NFL Pro Bowl: Honolulu Exhibition Is Worst All-Star Game in Pro Sports

Alex HallCorrespondent IIIJanuary 26, 2013

HONOLULU, HI - JANUARY 29:  Maurice Jones-Drew #32 of the Jacksonville Jaguars is stopped by the NFC defense during the 2012 NFL Pro Bowl at Aloha Stadium on January 29, 2012 in Honolulu, Hawaii.  (Photo by Kent Nishimura/Getty Images)
Kent Nishimura/Getty Images

The 2013 NFL Pro Bowl is just a day away and the amount of people excited about the game is a number you could probably count on one finger.

The NFL is the most popular professional sport in the United States, but the one thing the league has never figured out is how to execute a decent all-star game. Let's run through a few of the game's many faults.

Sure the game is played in Hawaii, which is different and fun, but it also takes place when the season is all but over. And in a not-so-brilliant idea by NFL commissioner Roger Goodell and company, the Pro Bowl was recently moved to a week before the Super Bowl. This ensures that two of the league's 32 teams will not be represented in the game each and every year.

Agree or disagree with the idea, at least the MLB's game has something on the line. Even the NBA and NHL, whose all-star games are exhibitions, have found ways to keep fans more interested in those games than the NFL's.

The NBA has an entire all-star weekend including three-point shootouts, dunk contests and rookie versus sophomore games. The MLB has the Home Run Derby before its all-star game, making the festivities last two days. While the NHL comes closest to the NFL in irrelevancy, at least it's played during the regular season.

Obviously there's a drastically low chance of the NFL moving the Pro Bowl to a time during the regular season, but it would be much better placed there than right before the Super Bowl. Nobody wants to see the best players of the other 30 teams not involved in the Super Bowl playing two-hand touch on a paradise island.

With every media outlet focusing in on the Super Bowl, the Pro Bowl is seen as a speed bump in the way of the biggest game of the season.

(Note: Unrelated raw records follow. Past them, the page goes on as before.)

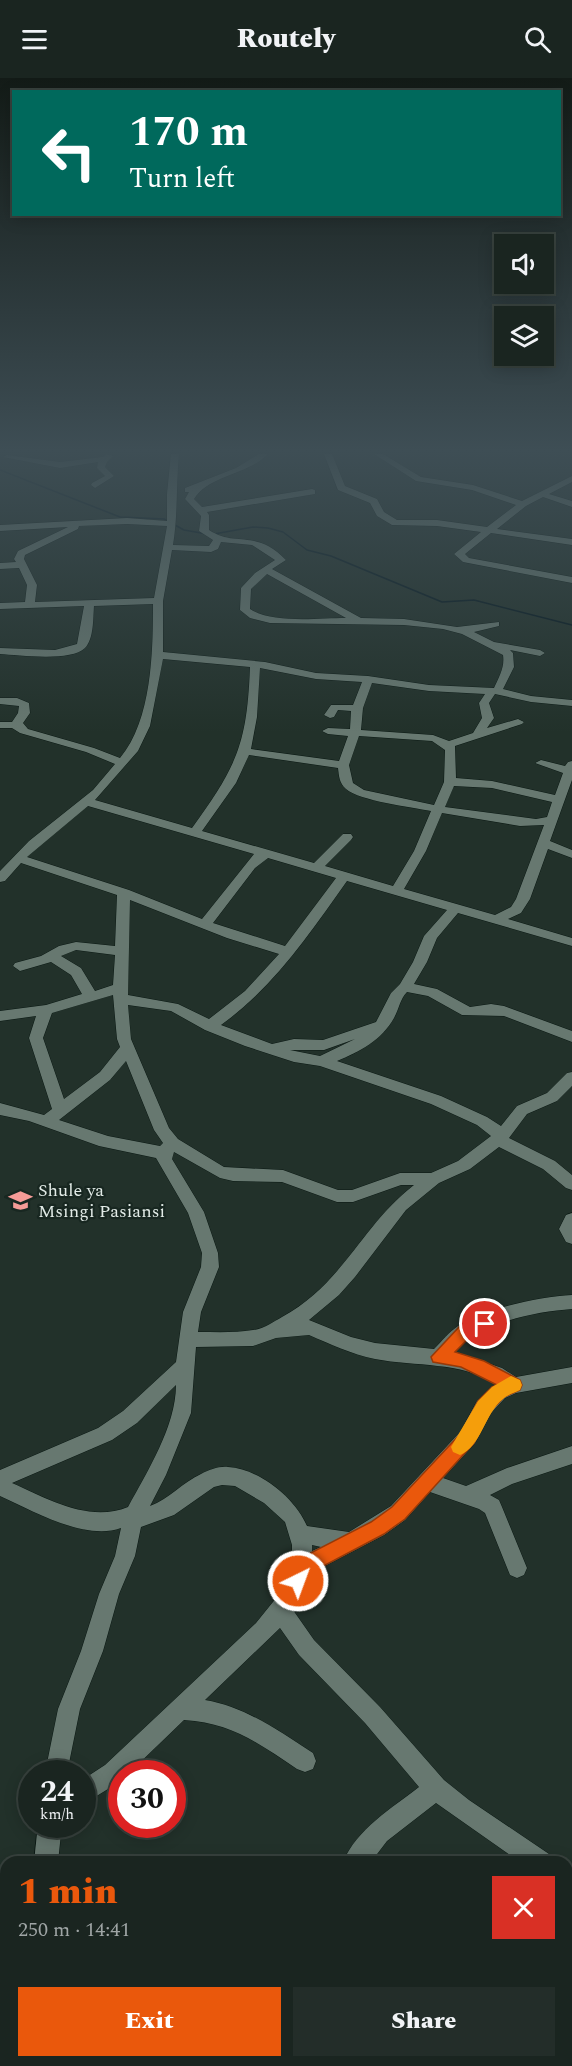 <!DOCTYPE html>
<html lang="en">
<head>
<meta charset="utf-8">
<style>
  :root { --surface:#1a2520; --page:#232d29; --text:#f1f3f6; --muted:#9fa5a5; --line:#38423e; --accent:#ea580c }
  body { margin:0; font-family:Spectral,serif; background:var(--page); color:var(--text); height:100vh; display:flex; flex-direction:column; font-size:22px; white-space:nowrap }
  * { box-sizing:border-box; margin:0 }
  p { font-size:20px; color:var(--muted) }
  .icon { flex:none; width:33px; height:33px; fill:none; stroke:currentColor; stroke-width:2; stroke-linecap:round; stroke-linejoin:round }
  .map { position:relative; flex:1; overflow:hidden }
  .details { position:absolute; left:0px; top:1778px; width:573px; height:212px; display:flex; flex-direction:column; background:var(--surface); border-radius:18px 18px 0 0; box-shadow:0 3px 15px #0003,0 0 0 2px var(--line) }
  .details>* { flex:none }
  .guide { position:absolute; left:12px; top:12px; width:549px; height:126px; border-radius:0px; box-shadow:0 3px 15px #0003,0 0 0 2px var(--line); background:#00695c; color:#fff; overflow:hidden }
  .buttons { position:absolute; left:494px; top:156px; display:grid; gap:12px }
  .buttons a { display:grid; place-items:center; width:60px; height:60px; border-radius:0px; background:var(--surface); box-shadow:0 3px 15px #0003,0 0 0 2px var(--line); font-size:30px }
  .speed { position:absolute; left:18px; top:1682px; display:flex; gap:12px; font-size:30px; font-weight:700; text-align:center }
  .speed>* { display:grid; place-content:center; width:78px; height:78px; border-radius:50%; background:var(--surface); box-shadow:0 3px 15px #0003,0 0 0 2px var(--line); line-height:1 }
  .speed small { font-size:15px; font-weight:400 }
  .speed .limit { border:9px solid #d22; background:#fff; color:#111 }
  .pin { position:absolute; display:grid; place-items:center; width:51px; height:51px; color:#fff; margin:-26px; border:3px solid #fff; border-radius:50%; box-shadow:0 2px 6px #0007 }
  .me { position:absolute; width:66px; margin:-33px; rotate:42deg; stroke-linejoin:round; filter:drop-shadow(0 0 4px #0008) }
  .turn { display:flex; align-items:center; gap:21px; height:126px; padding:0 18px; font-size:27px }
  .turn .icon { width:78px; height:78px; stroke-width:2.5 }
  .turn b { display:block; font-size:42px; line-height:51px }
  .round { display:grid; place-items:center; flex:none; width:63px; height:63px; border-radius:0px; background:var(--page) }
  .overview { display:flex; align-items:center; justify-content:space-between; height:102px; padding:0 18px }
  h1 { font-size:36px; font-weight:800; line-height:45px; color:var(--accent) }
  .primary-button { display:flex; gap:12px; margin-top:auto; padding:12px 18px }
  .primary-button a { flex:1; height:69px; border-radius:0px; background:var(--accent); color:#fff; font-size:24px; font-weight:800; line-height:69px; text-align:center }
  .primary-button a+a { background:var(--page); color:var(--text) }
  header { display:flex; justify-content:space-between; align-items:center; height:78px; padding:0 18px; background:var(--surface); font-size:27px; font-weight:800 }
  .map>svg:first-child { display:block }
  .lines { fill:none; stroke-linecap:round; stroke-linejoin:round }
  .stream { stroke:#05181f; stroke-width:1.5 }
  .minor-casing { stroke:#0a1813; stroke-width:1 }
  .minor { fill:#677870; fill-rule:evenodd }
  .route { fill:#ea580c; stroke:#983908; stroke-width:1.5 }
  .slow { fill:#f59e0b }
  .labels { text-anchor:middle; stroke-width:4.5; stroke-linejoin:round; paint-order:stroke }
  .poi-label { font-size:18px; fill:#e2ebe7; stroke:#182721; text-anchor:start }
</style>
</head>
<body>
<header><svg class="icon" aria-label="menu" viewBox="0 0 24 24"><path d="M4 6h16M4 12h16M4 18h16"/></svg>Routely<svg class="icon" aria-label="search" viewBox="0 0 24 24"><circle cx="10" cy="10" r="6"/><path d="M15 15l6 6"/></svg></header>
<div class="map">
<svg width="572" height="1988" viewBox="0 0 572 1988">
  <rect width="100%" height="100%" fill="#22312a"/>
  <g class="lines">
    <path class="stream" d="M0,392L120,439L164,441L184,452L207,456
      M214,456L253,449L268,450L283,454L307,472L331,478L442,524L474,522L572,547"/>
    <defs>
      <path id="minor" d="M106,376L113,378L107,384L105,389L114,398L95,410L91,407L92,405L105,398L97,390L98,384L60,390L3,379L7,377L60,384L103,379Z
        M171,376H179C176,406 178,437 173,467L209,468L213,462L199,453L201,438L185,421L189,414H185V410L236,390L259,376H268C248,397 209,397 194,421L202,429L312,411L315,412V416L207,434L209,437V452C236,470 255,450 286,482L272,491L361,540L404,541L457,549L499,544V548L474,554L494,564L540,572L545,575L540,578L510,572L513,575L514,589L503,611L531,618L572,622V628L531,624L495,616L489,625L494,640L487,650L518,641L524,644L522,646L455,668L456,700L492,703L555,717L563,695L535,685L541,682L565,688L568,684L572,683V702L550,763L572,772V780L548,771L530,821L521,835L508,841L572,860V868L458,835L437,860L427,884L414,906L437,911L470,929L491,926L504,928L572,953V964L504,938L462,937L428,918L407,914C400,921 399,931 394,940C382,962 359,974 337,983L441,1018L487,1039L501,1048L517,1028L547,1015L567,995L572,994V1008L557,1023L527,1036L509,1060L555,1083L572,1097V1112L566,1110L543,1091L499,1069L470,1091L439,1105L406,1132L355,1199L339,1217L309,1242L351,1259L375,1265L434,1271C442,1263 449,1254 458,1248C487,1230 538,1219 572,1217V1231C533,1234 482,1244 455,1274L502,1290L516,1299L572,1289V1305L516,1315L505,1320L491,1335L475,1365L443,1400L466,1408L507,1390L572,1368V1386L512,1406L490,1417L499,1422L502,1429L527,1490L524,1497L517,1500L510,1497L485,1435L479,1431L430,1414L405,1442L384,1457L311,1495L293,1532L314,1562L380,1629L444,1702L469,1722L549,1776L553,1784H520L436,1725L387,1763L371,1784H343C357,1751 392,1730 419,1709L365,1645L299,1577L280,1550L205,1622C246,1629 279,1653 313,1675L316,1683L313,1691L305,1694L297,1691C258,1665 232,1645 184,1642L129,1695H122L121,1703L82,1727V1702L105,1687L256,1545L281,1514L288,1502L292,1486V1467L285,1444L264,1425L235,1408L222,1407L214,1409L174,1437L141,1449L135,1478L119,1516L103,1573L80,1631L67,1695H45L58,1631L81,1573L99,1516L115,1478L121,1450C85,1463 33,1433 0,1418V1392L98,1350L123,1333L176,1284L183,1234L201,1189L202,1175L188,1135L156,1080L99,1068L29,1043L0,1037V1025L44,1037L52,1031L29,960L36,938L0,943V933L46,927L82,916L71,897L51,884L20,893L13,888L15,885L41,878L59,868L76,864L115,868L117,817L21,785L5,803L0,804V793L29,763L93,712L115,686L86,674L20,655L12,650H0V644H12L18,635L19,628L0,626V620H17L29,625L30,635L23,645L28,651L94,670L120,680C152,642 153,573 153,526L94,528C93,540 94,561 85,570C71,584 19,577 0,576V570L55,572L77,566L84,528L0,531V525L25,524L27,507L19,490L0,491V485L16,484L14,481L18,473L68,449L0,453V447L127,440L167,443V416ZM127,446L167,448L154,520L35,524L37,507L24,481L25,477L78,451L79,448ZM221,464L252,467L275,482L255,495L241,510L240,532L250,540L270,545L404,547L443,551L462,556L503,577C505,589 499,599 494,610L429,607L368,598L316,595L265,584L163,574V523L172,472L211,474L218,471ZM267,496L346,540C319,540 272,546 250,531L251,511ZM163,581L250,589C247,666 237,688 192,750L95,722L138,673L150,648ZM260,590L316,601L362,604L353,627H331L324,637L330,640L334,639L338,632L351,633L350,651L328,650L322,653L328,656L348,658L339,683L251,671L257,639ZM372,605L429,613L485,616L479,625L482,640L473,655L449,663L433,657L361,652L363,630ZM359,658L432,663L445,672L444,704L434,727L364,712L353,705L349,687ZM249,677L338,690C339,698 339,705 346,711C360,723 411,729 431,733L414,773L393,808L325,788L351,762L353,759L351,756H343L314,785L202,753L236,705ZM454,708L492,710L552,724L547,739L536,741L445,729ZM88,728L254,776L202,841L129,812L27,779ZM442,735L520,748L544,747L516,821L511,829L495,837L404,811L426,773ZM268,780L336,800L285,868L213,845L255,790ZM347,803L447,832L424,858L413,884L400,906L391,915L376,944L323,962L294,961L272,966L221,947C274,909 310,855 347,803ZM130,822L227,860L279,876L245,913L209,941L178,926L128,917ZM76,872L115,877L113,907L95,913L81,890L61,878ZM113,917L117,961L120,969L100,994L64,1021L43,960L52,935ZM128,927L171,933L205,952L245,968L294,984L320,988L431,1026L477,1047L491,1058L458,1083L431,1095H400L352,1112H338L283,1092L224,1089L178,1061L169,1050L131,961ZM355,961L320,978L290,972H324ZM126,983L154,1052L163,1065L160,1068L108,1058L59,1042L110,1002ZM174,1074L220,1100L233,1103L282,1104L337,1124H353L401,1107H414C361,1148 344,1205 282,1239C273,1244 264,1251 253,1252C236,1255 216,1254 198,1254L201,1234L219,1189L218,1175L204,1134L172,1081ZM309,1257C330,1266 351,1276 375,1281C417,1289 459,1283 497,1306L477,1323L461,1353L391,1428L349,1454L307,1448C295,1420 260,1391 228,1389C219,1388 209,1392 201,1396C183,1404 169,1421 150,1428L166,1397L191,1335L196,1269L253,1268L276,1260ZM176,1307C176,1348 147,1394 128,1429C89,1445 48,1421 12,1405L112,1362L137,1345ZM312,1467L321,1469L312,1473Z
        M324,376H332L345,408L377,421L384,434L397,442H437L487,449L516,427L472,412L416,403L374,376H383L421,399L473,407L522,423L572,398V404L549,416L572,423V429L543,419L526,428L497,451L572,461V467L491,455L465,476L469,480L572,499V505L463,484L454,476L481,454L437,448L392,447L377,438L370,425L338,412Z
        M572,1135V1166L566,1164L559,1151L566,1137Z
        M38,1746H62L58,1784H34Z
        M567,1792L572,1794V1819L567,1817Z
        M6,1905V1939L0,1942V1908Z
        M262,1983H288L286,1988H260Z
        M400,1983H436L438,1988H402Z"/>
    </defs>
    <use href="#minor" class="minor-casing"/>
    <use href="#minor" class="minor"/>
  </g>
  <linearGradient id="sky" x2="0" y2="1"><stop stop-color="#131b17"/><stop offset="0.57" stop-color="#3e4e55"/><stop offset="1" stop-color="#3e4e55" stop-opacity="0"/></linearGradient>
  <rect width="572" height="654" fill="url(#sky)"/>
  <path class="route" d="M485,1239L490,1241L493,1246L490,1251L472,1257L455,1274L484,1283L520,1302L522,1307L520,1312L504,1319L490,1334L474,1365L405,1441L384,1456L310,1495L305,1509L298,1512L292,1509L289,1503L295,1483L371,1444L392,1429L462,1354L478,1323L492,1309L497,1307L461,1289L433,1284L431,1279L460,1248Z"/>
  <path class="slow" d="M511,1298L520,1302L522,1307L520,1312C514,1315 507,1317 503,1321C485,1335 481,1369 460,1377L453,1374L451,1369L478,1323L492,1309Z"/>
  <defs>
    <symbol id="school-bare" viewBox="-9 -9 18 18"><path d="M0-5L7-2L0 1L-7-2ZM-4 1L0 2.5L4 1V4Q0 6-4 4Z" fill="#f59b97" stroke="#182721" stroke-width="2.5" paint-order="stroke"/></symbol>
  </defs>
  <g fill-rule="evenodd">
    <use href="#school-bare" x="4" y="1106" width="33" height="33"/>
  </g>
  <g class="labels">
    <g class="poi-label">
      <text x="38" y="1118">Shule ya<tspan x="38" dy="21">Msingi Pasiansi</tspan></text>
    </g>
  </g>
</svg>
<div class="buttons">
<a><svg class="icon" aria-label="sound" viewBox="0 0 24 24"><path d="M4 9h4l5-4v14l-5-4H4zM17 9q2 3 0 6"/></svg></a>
<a><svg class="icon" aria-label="layers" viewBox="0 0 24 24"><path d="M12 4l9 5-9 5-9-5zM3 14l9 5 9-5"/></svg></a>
</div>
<div class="speed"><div>24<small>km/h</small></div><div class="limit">30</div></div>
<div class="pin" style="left:485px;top:1246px;background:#d93025"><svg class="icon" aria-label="arrive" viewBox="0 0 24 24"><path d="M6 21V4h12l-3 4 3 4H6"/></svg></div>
<svg class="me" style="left:298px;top:1503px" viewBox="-20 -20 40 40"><circle r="17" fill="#ea580c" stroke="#fff" stroke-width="3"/><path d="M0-11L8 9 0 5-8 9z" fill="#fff"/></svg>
<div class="guide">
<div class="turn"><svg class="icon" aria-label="left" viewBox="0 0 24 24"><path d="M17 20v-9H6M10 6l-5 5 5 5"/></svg><div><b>170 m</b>Turn left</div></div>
</div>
<section class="details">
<div class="overview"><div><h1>1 min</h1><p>250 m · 14:41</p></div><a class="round" style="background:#d93025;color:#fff"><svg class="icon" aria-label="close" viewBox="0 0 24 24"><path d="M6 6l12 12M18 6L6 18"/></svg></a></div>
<div class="primary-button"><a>Exit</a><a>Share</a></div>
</section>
</div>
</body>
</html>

When it was played after the Super Bowl, at least fans watched because it would be their last taste of pro football until August.

The other major issue the Pro Bowl runs into is that so many of the all-stars named to the AFC and NFC roster back out before the game is played. Not even the players want to be a part of this game and they're the ones who get to spend the week in Hawaii.

By the time the Pro Bowl is about to be played, so many players have been called in as replacements that it feels like every player is an all-star by the season's end. With so many alternates named for players who don't want to be there, the game has no exclusivity.

Perhaps the biggest issue the NFL faces with trying to make the Pro Bowl matter, though, is the fact that it doesn't care. The fans don't care because the players don't care. The players don't care because truth be told, the NFL really doesn't care about the game. The Pro Bowl's only purpose is to get some Hawaiian ticket sales, make players happy and squeeze out some television ratings.

Until the NFL decides it wants to care about making the Pro Bowl entertaining and meaningful for fans to watch, the exhibition will continue to be the worst all-star game in all of pro sports.